It could have been a beautiful story about a wonderful neighbourhood between Belarus and Lithuania. About historical ties, which started to be the epicenter of bilateral relations in 2019 during the process of reburial of the remains of Kastus Kalinowski and other participants of the 1863-1864 uprising.
About economic cooperation, which, despite all the ups and downs regarding sanctions was more or less steady, but skyrocketed after multiple agreements during annual meeting of Lithuanian – Belarusian industrialists. The prime ministers of both countries committed to scale up the oil and gas transit, ensuring the energy diversification of Belarus. Lithuania, which was always around the top 5 trading partners in the EU shared a second place with Poland outrun only by Germany, the biggest economy in the EU. Even the disagreements regarding Astravets nuclear power plant seemed to have a chance of a break-through, once Tesla declared its interests to explore a possibility to have Tesla Gigafactory in Ignalina.
About the tourism sectors, which under the format of the Lublin Four (including Warsaw and Kyiv) and in cooperation with the European Bank for Reconstruction and Development (EBRD) and the United Nations World Tourism Organisation (UNWTO) agreed to create a joint Baltic – Black Sea Tourism Space.
About a booming IT cooperation, where Go Vilnius and Minsk High Tech Park agreed to create a «Grand Duchy Technology Cluster» forcing both governments to improve a connection between Vilnius and Minsk. Investments into this IT bubble poured in, the ambition to have a Twin City Express high-speed train by 2025 as well as the pilot visa-free regime project for this cluster were announced. The stagnating «Skolkovo» Innovation Center and companies running from the Brexit fall-out saw this free technology cluster as a promise of the Silicon Valley in Eastern Europe. Official Minsk was proudly communicating that this Grand Duchy connection are the gates between Eurasian and European Unions building partnership bridges, cultivating the technology and, first and foremost, connecting people.
But this never happened. Not under Lukashenka’s watch.

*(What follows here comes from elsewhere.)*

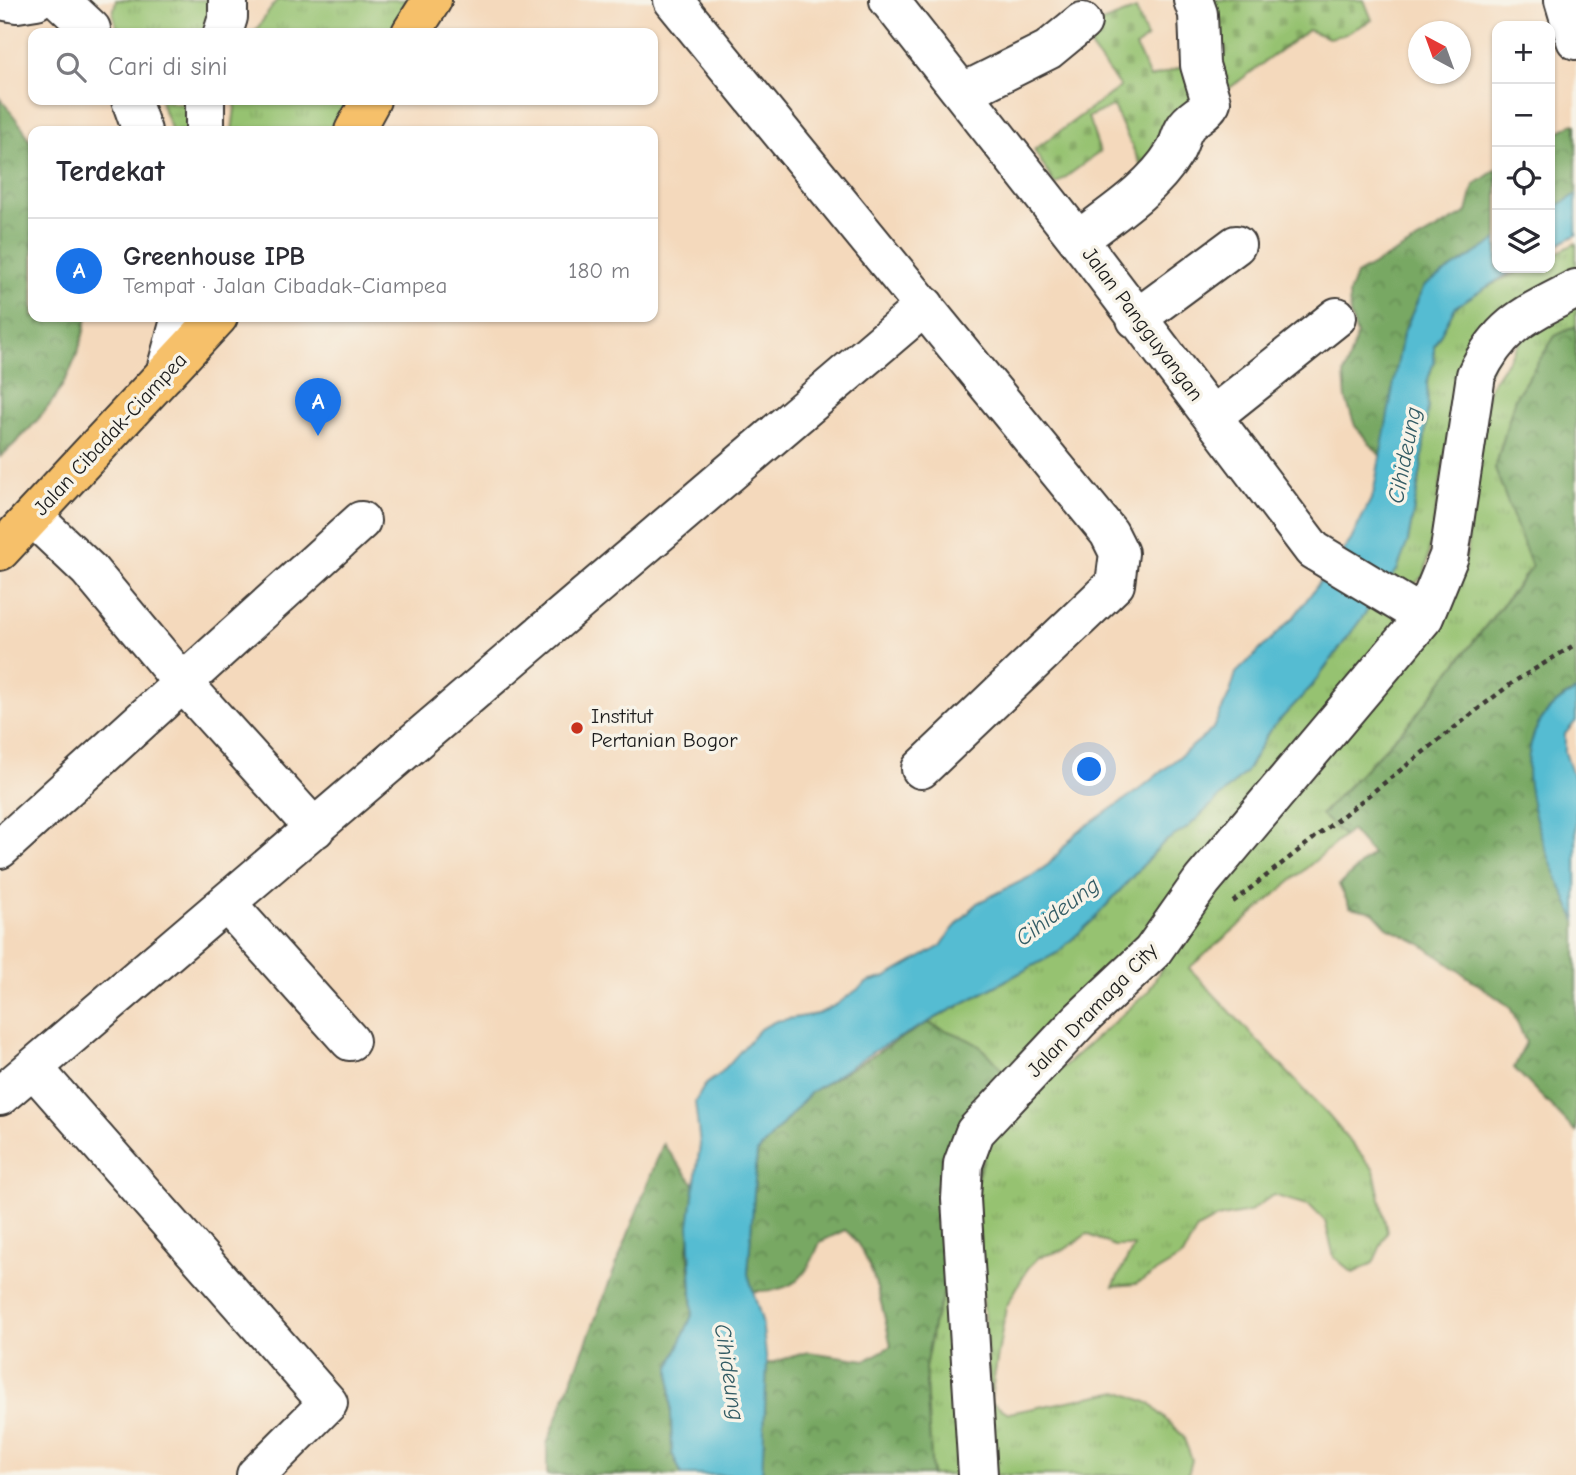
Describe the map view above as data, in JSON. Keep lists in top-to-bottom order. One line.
{"streets":{"highway":["Jalan Cibadak-Ciampea"],"street":["Jalan Pangguyangan","Jalan Dramaga City"]},"crossings":[["Jalan Pangguyangan","Jalan Dramaga City"]],"water":["Cihideung"],"places":["Institut Pertanian Bogor"],"north":"top left","page":{"map_buttons":["+","−"],"search":"Cari di sini","heading":"Terdekat","list":[{"mark":"A","name":"Greenhouse IPB","note":"Tempat · Jalan Cibadak-Ciampea","value":"180 m"}],"pins":"A"}}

There were multiple opportunities to show at least a sign of a good will to move an inch (not even walk an extra mile) towards a mutually interesting and rewarding relations, but Lukashenka’s team blew it and, to say the truth, never intended to do anything in that direction. That kind of cooperation requires trust and commitment, requires vision, creativity and ideas, qualities which Belarusian regime was short of as it was always blindsided by an easy bite from the Kremlin.
Sitting on the needle of Russia’s subsidies, creating a political Donbass at home, where the exchange of ideas (including criticism) is close to impossible makes you lazy and threatens you with a political atrophy.
There were high expectations in Lithuania regarding possible u-turn in Minsk in 2009-2010. Vilnius even became the flagship country to promote the EU dialogue with Belarus. This illusion was smashed by the brutal election crackdown in December 2010. Vilnius was much more cautious since then, trying to be a voice of reason in the EU regarding Belarus. Yes, the business did their lobbying to cancel the sanctions. Yes, unfortunately, the tragic mistake of passing the bank account data of the prominent human rights defender Ales Bialiatski in 2011 was made. Nonetheless, the issue of trust between Minsk and Vilnius was never restored. Nor was there any sign or intention of the good will shown on the Belarusian side. Official Minsk certainly tried to do their best to make Lithuania a one issue country portraying Astravets as the only reason of Lithuania’s criticism, but it was far from that.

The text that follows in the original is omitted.